さて。その話を相棒二人にもちかけるものの、あっさりと拒絶される。
ガンマニアだったウィルヘルム家の当主はすでになく、今は娘ブリリアが一人で大きな屋敷に住むばかり。そんなところから、黄金の拳銃を盗むわけにはいかないというわけだった。
「男のする事ではない」「泥棒にも仁義ってものがある」
というのが、それぞれ五右エ門と次元の言い分であり、それについてはルパンも多分同意見であったのだろう、彼らを説得しようともせずに「不二子になんて言おう」と途方にくれるのだ(笑)
さすがに17、8歳の、罪もない(と、この時は思われていた)美少女ブリリアから、大の男が三人がかりで遺産を盗むという行為をする気になれなかったとしても、それは当然だろう。
ちなみにこのシーン、ウィルヘルム家の大きな屋敷を見下ろす丘から、三人が肩寄せ座っている様子が、とても微笑ましくて好きだったりする。

ルパンからの話をあっさり蹴った次元は、なぜか一人で車で去っていく。
そこを、強烈な磁力によって車を誘導され(!)、ジム弁慶の元へとおびき寄せられる。
…この弁慶の正体は、例のブリリアちゃんなわけだが。
ついさっき、ルパンたちと、丘から双眼鏡で屋敷を覗いた時には、プールサイドでのんびりしていたブリリアだったのに、あっという間に弁慶に早変わりして次元を待ち受けているわけで。考えてみると驚異の早業である。

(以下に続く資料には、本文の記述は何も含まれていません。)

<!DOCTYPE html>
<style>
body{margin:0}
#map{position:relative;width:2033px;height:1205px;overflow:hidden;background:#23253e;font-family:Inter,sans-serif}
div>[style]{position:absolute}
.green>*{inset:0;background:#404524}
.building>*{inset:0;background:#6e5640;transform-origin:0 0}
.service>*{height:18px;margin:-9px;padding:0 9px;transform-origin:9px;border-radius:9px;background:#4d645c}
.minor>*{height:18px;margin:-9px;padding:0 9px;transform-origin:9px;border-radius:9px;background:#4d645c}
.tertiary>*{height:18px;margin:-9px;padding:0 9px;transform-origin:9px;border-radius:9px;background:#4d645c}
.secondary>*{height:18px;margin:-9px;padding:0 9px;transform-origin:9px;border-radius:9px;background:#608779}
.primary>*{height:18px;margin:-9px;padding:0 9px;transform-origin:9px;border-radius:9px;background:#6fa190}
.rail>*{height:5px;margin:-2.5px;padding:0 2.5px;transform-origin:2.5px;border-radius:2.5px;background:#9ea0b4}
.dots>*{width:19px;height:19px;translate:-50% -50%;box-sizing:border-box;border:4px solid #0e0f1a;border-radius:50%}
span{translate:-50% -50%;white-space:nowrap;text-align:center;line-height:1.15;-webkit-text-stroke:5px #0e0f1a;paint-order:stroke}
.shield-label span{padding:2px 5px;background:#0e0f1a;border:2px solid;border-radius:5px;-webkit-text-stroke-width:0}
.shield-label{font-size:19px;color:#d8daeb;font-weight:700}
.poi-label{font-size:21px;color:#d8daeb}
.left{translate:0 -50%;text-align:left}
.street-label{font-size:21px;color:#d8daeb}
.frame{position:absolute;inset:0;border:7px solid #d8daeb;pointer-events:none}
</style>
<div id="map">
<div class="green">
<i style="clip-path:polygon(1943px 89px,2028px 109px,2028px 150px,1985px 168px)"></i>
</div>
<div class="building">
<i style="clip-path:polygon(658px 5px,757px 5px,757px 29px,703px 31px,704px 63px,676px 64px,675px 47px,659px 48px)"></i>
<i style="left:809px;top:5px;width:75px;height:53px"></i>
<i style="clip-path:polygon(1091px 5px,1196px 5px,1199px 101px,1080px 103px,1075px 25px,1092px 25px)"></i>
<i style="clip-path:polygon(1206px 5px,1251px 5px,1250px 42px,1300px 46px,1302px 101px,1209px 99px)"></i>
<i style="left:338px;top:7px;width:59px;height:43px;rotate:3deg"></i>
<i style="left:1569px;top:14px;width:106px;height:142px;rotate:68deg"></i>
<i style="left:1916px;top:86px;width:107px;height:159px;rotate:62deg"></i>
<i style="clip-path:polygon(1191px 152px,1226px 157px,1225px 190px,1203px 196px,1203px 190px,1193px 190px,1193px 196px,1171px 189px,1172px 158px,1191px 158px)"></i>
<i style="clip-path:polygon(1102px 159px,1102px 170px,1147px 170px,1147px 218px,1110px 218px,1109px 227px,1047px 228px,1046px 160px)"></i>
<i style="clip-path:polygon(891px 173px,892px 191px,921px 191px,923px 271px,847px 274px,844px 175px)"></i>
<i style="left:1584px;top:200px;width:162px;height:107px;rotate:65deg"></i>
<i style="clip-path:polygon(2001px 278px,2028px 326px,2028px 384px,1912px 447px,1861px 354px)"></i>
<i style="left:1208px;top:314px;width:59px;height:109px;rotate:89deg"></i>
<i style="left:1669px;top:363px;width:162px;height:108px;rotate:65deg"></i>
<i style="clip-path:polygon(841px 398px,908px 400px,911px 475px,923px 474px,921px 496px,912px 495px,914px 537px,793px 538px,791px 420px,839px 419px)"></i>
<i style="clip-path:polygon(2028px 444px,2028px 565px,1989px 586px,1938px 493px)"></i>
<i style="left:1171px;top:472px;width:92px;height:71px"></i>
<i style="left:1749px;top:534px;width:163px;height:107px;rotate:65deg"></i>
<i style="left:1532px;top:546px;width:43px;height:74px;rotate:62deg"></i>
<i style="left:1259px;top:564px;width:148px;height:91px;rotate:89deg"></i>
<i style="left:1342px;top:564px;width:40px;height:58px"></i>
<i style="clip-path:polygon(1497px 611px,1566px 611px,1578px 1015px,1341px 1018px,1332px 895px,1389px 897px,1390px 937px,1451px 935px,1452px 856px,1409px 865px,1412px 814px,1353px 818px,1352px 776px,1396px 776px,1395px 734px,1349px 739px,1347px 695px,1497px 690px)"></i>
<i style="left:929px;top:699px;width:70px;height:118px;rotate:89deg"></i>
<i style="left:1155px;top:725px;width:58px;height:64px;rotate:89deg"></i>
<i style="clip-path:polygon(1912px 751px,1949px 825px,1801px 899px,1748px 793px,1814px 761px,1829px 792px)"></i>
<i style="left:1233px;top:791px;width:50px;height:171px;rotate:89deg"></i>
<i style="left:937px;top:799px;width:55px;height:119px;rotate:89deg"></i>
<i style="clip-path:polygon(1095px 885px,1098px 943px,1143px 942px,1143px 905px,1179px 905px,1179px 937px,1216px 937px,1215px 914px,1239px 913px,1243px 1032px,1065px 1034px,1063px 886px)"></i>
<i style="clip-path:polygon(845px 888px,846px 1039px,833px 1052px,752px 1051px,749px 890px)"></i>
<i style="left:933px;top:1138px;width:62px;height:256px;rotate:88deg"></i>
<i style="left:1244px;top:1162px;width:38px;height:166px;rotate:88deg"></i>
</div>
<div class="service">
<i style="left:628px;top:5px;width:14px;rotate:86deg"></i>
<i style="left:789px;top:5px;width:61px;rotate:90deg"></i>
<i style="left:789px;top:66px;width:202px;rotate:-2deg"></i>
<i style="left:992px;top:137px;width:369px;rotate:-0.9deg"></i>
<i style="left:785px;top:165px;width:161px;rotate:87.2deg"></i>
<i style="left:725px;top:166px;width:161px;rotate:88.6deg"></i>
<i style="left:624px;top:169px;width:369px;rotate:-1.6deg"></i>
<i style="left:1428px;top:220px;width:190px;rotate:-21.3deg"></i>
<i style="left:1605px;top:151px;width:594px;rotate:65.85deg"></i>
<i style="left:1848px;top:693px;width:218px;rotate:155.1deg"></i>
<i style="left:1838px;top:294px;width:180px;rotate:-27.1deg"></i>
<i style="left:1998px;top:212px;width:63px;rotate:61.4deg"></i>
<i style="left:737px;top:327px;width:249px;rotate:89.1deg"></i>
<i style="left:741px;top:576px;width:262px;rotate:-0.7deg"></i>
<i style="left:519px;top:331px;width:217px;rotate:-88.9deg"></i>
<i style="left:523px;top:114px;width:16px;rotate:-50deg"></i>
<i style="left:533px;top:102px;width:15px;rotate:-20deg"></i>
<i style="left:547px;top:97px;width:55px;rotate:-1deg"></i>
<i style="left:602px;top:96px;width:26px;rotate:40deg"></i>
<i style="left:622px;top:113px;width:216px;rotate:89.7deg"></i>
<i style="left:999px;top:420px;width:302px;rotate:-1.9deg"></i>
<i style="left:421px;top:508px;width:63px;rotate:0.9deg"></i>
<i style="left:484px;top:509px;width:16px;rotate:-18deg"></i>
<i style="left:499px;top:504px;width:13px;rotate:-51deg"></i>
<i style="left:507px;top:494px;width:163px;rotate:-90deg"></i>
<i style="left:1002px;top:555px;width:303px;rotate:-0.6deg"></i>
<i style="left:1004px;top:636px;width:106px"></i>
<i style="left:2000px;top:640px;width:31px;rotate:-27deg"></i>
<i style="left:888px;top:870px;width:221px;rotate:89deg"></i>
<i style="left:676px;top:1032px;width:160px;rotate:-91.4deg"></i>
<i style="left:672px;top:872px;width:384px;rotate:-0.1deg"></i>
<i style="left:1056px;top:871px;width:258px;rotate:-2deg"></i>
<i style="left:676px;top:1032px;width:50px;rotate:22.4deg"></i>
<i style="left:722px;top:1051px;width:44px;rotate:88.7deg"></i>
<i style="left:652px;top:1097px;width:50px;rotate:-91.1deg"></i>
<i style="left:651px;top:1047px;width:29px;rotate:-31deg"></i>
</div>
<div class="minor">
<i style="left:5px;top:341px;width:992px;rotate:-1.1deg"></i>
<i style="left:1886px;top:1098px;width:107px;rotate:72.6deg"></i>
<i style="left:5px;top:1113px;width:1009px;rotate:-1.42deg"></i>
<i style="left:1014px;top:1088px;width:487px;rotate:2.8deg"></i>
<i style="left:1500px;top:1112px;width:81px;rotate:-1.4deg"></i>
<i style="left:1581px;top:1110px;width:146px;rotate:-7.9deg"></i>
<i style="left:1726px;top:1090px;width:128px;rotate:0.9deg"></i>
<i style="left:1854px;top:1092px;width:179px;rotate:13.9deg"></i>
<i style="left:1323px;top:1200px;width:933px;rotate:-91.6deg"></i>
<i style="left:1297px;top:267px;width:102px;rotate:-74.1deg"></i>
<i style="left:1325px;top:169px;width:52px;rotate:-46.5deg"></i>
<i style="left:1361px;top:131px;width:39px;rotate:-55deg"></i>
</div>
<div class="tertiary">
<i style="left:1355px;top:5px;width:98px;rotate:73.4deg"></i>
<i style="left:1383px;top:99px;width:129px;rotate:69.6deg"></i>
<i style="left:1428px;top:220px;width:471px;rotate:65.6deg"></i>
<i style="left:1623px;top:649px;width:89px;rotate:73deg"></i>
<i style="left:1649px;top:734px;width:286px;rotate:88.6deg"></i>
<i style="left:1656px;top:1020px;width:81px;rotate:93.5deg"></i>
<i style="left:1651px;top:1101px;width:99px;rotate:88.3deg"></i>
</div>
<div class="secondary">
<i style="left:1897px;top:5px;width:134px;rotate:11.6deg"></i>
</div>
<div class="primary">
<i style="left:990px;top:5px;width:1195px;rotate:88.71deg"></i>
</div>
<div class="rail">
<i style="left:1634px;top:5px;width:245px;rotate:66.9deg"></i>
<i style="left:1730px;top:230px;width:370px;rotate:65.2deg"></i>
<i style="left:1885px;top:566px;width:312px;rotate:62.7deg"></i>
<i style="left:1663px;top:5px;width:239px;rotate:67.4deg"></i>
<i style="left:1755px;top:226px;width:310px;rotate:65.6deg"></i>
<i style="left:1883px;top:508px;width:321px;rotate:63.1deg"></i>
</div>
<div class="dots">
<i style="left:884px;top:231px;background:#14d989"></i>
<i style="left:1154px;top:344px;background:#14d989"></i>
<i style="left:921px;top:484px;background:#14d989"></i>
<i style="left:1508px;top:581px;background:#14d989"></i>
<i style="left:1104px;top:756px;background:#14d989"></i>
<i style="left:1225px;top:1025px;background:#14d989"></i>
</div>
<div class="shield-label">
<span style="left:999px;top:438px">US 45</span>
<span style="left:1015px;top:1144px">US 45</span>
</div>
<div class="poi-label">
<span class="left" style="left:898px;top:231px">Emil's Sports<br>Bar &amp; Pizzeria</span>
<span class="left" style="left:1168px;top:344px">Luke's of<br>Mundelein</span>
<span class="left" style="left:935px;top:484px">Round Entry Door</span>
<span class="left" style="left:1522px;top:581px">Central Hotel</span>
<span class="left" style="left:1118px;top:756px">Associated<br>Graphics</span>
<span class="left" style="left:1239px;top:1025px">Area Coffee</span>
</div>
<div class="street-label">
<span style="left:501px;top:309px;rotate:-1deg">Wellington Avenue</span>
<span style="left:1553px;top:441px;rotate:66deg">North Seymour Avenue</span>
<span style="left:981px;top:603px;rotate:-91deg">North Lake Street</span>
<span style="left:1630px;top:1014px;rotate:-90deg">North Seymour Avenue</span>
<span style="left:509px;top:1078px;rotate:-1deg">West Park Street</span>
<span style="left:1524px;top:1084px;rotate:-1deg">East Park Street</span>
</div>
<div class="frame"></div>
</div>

強引に次元をおびき寄せ、99挺目として次元のマグナムを要求する弁慶・ブリリア。どうでもいいが、男の声色も上手い(笑)
当然のことながら、次元はマグナムを渡すことなど同意するわけもなく…銃を抜いて弁慶を撃退しようとするのだが、そうはいかなかった。
車さえも引き寄せる、まさかまさかの強力磁力銃で、あっさりとマグナムを次元の手から奪ってしまうのだった。


次元のマグナム

あまりにあっさりマグナムを奪われた次元は、アジトでも意気消沈。
ガンマンの誇り、自分の恋人にもたとえる愛用のマグナムを奪われてしまったのだから、落ち込むのも無理ないところ。
まるでキツネにつままれたようだと、言うのもよくわかる。銃の腕を競って破れ、その結果奪われたなら、次元もここまで呆然とはしなかっただろう。
ルパンは落ち込む次元に「キツネは科学兵器を使いません」なんて、クールな言葉をかけるだけだが、実際は違ってたんだろうなぁと、激しく妄想をかき立ててくれるのが、この回の個人的な一番の見所である(笑)
余談だが上のルパンの言葉に対し、「わかってらぁ」と力なく答える次元の言い回しもいい。ここのやり取り、何気なくツボである。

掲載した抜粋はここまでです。